PROBLEM TO WORK ON »
The required result is the number of lines below that hold the word "controls", stated without anything else.

(Saved entries)
==============================
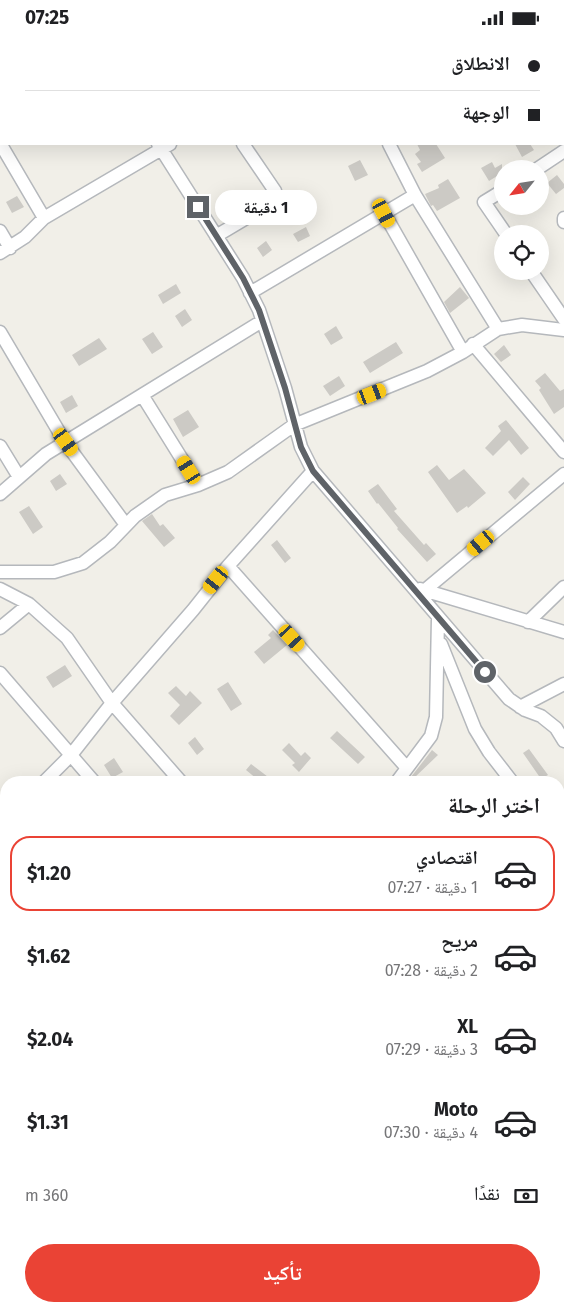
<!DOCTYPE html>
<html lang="ar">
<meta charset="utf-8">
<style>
body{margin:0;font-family:"Fira Sans","Noto Naskh Arabic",sans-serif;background:#f2f2f2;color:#202124;direction:rtl;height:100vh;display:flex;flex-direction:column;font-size:19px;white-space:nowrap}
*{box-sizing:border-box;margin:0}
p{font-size:16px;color:#757577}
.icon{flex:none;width:28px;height:28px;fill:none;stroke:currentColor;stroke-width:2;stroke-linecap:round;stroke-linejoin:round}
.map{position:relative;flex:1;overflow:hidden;direction:ltr}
.panel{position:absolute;left:0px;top:741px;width:565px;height:536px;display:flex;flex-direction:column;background:#fff;border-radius:20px 20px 0 0;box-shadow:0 5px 20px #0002;direction:rtl}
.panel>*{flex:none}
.guide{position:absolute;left:0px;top:0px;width:565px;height:110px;box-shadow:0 5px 20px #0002;direction:rtl;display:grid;align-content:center;height:110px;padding:0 25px;background:#fff}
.needle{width:32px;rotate:240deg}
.controls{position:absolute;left:494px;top:125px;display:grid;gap:10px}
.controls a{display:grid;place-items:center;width:55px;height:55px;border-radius:50%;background:#fff;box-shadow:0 5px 20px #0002;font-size:25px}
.end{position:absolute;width:22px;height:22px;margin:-11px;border:6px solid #5f6368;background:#fff;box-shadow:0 0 0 2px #fff}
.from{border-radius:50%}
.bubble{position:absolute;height:35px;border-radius:18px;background:#fff;box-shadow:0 5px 20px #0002;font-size:16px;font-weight:700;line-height:35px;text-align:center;direction:rtl}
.car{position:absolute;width:15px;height:30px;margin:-15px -8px;border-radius:6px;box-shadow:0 0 4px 1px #0007;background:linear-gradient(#f5c518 24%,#345 0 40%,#f5c518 0 76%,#345 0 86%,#f5c518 0)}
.guide b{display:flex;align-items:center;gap:18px;height:48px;font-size:19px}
.guide b+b{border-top:1px solid #e0e0e0}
.guide i{width:12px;height:12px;background:#202124}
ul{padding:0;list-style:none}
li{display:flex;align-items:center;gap:15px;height:75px;margin:0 10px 8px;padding:0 15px;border:2px solid transparent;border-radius:20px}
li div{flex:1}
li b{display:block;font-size:19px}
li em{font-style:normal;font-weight:700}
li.on{border-color:#ea4335}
li>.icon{width:45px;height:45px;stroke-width:1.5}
h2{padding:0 25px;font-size:22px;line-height:60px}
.pay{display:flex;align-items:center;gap:12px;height:55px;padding:0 25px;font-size:19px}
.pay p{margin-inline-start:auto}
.cta{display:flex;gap:10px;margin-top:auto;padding:10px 25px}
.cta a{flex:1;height:58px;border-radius:30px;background:#ea4335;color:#fff;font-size:20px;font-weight:700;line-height:58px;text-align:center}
.status{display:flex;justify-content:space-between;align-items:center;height:35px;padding:0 25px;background:#fff;direction:ltr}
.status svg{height:14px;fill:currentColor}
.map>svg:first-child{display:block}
</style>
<div class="status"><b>07:25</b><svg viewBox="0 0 49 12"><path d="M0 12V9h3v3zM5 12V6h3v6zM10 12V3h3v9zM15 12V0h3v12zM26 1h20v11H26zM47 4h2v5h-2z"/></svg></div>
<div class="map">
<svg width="564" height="1277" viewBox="0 0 564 1277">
<rect width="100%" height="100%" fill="#f1efe8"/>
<!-- building -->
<path fill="#cccac5" d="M417,109H436L445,123L422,137L417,129L421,127L415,119L420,115Z
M515,109H530L534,115L522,122Z
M360,125L368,140L355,146L348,131Z
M492,127L495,133L502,129V138L489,146L481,133Z
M557,140L564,149V153L556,159L547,148Z
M448,144L460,163L437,176L433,170L431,171L425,159L439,153L438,150Z
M17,161L24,172L12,178L6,167Z
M306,192L310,201L298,207L293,199Z
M266,206L272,215L263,222L257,213Z
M176,249L181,258L163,269L158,260Z
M460,252L469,263L450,278L444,267Z
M185,274L192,285L182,292L175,281Z
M336,291L343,303L331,310L324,299Z
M153,297L163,312L152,319L142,304Z
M99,303L107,314L79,331L72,320Z
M396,307L403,318L370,338L363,327Z
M504,310L511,320L501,327L494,319Z
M545,338L560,356L564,354V372L554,379L539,355L541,353L535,346Z
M339,341L345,351L330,361L323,351Z
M72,360L78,371L66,378L60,367Z
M188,375L199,392L183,402L173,384Z
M506,385L529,413L521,420L509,405L493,421L485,413L501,396L498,391Z
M437,430L449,445L464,434L486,458L468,473L467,471L457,478L428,437Z
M60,439L67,449L56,456L50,446Z
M523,442L530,449L515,465L508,457Z
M378,449L397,474L394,476L424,510L426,508L436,519L427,527L397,494L398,493L378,468L377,469L368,456Z
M29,471L43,492L33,499L19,477Z
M152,479L160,491L163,489L175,503L164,512L142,486Z
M277,505L291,523L285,528L271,510Z
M273,595L287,610L264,629L254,617L271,603L268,600Z
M65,630L72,641L53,653L46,642Z
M228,647L242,669L231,676L217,654Z
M176,651L186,661L190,656L202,668L179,690L170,681L180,670L168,658Z
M337,696L365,722L358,729L330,703Z
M195,702L204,714L197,720L188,708Z
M289,708L301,721L305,717L311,723L299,737L292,730L295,728L282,715Z
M529,714L548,740L541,744L523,718Z
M432,715L438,720L413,744L411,742Z
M114,723L123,737L112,743L104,730Z
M251,729L276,748H262L246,735Z"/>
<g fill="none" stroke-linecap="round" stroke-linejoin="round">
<!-- minor casing -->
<g stroke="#b5b8bc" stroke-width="15">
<path id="minor" d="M90,0L91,1
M175,0L176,1
M320,0L321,1
M337,1L339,0
M0,108L44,183
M158,109L243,243L259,275L285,353L301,412L313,436L509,664L525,675L541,681L556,693L564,706
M389,109L415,160L498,294
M537,134L564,116
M502,156L484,167L506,199
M384,178L463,317
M564,183V187
M0,196L10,213
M216,201L275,166L276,161L275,156L243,109
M0,218L25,202L44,183L170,109
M531,236L564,284
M250,258L415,160
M0,297L65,407L126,490
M473,309L564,417
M142,360L198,450
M0,411L19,442
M0,459L46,419L262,286
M228,531L407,733
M0,537H54L83,528L110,507L135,481L165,460L198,450L228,437L294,390L427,336L463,317L498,294L522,290L564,295
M0,554L29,569L67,603L112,668L182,748
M420,554L564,597
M425,555L564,439
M528,587L564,552
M0,593L29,569
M441,609L475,694L489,717L513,748
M0,638L95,748
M520,672L564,649
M43,748L71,720L112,668L193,575L228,531L313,436
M396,748L431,701L436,682L438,583
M0,791L6,785
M559,851L564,863
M0,937L6,944
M559,1037L564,1043
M559,1226L564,1223
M559,1245L564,1253
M0,1248L6,1257
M16,1271L20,1277
M157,1271L158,1277
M212,1271L217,1277
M292,1271L297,1277
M398,1271L403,1277
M469,1277L479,1271"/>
</g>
<!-- minor -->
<use href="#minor" stroke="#fff" stroke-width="12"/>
</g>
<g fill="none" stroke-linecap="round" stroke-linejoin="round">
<!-- route -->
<path stroke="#5f6368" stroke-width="6" d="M198,172L243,243L259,275L285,353L301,412L313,436L485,637"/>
</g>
</svg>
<div class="controls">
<a><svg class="needle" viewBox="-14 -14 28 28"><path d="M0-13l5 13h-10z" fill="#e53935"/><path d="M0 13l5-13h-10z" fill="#757577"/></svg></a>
<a><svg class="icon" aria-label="locate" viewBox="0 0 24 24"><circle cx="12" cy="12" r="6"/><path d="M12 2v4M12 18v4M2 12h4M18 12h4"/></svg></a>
</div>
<i class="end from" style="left:485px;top:637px"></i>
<i class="end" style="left:198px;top:172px"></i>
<div class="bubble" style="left:215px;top:155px;width:102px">1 دقيقة</div>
<i class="car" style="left:384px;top:178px;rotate:152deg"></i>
<i class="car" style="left:372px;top:359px;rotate:69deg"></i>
<i class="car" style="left:66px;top:407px;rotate:144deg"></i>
<i class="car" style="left:189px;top:435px;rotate:328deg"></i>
<i class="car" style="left:481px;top:508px;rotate:230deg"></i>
<i class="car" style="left:216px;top:545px;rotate:219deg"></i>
<i class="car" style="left:292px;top:603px;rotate:138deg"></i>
<div class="guide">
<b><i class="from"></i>الانطلاق</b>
<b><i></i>الوجهة</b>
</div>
<section class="panel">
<h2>اختر الرحلة</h2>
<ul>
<li class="on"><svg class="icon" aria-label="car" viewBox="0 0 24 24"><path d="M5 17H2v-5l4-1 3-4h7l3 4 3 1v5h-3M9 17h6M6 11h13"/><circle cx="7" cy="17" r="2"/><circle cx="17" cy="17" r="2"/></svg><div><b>اقتصادي</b><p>1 دقيقة · 07:27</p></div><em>$1.20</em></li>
<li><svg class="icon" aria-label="car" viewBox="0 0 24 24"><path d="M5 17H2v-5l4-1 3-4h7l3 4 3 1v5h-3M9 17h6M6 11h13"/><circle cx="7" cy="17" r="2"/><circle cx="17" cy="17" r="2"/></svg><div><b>مريح</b><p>2 دقيقة · 07:28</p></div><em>$1.62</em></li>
<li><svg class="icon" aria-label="car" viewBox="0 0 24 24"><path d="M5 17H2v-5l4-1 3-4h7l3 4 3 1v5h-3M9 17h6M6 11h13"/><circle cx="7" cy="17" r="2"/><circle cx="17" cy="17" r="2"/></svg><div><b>XL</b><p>3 دقيقة · 07:29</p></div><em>$2.04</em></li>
<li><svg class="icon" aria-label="car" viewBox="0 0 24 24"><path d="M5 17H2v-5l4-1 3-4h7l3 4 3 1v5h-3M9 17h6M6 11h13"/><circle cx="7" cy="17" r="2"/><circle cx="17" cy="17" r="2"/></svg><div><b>Moto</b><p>4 دقيقة · 07:30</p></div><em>$1.31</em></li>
</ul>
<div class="pay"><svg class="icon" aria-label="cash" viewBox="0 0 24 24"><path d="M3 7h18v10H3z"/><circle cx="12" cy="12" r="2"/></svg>نقدًا<p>360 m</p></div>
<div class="cta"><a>تأكيد</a></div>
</section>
</div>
==============================
OUTPUT »
3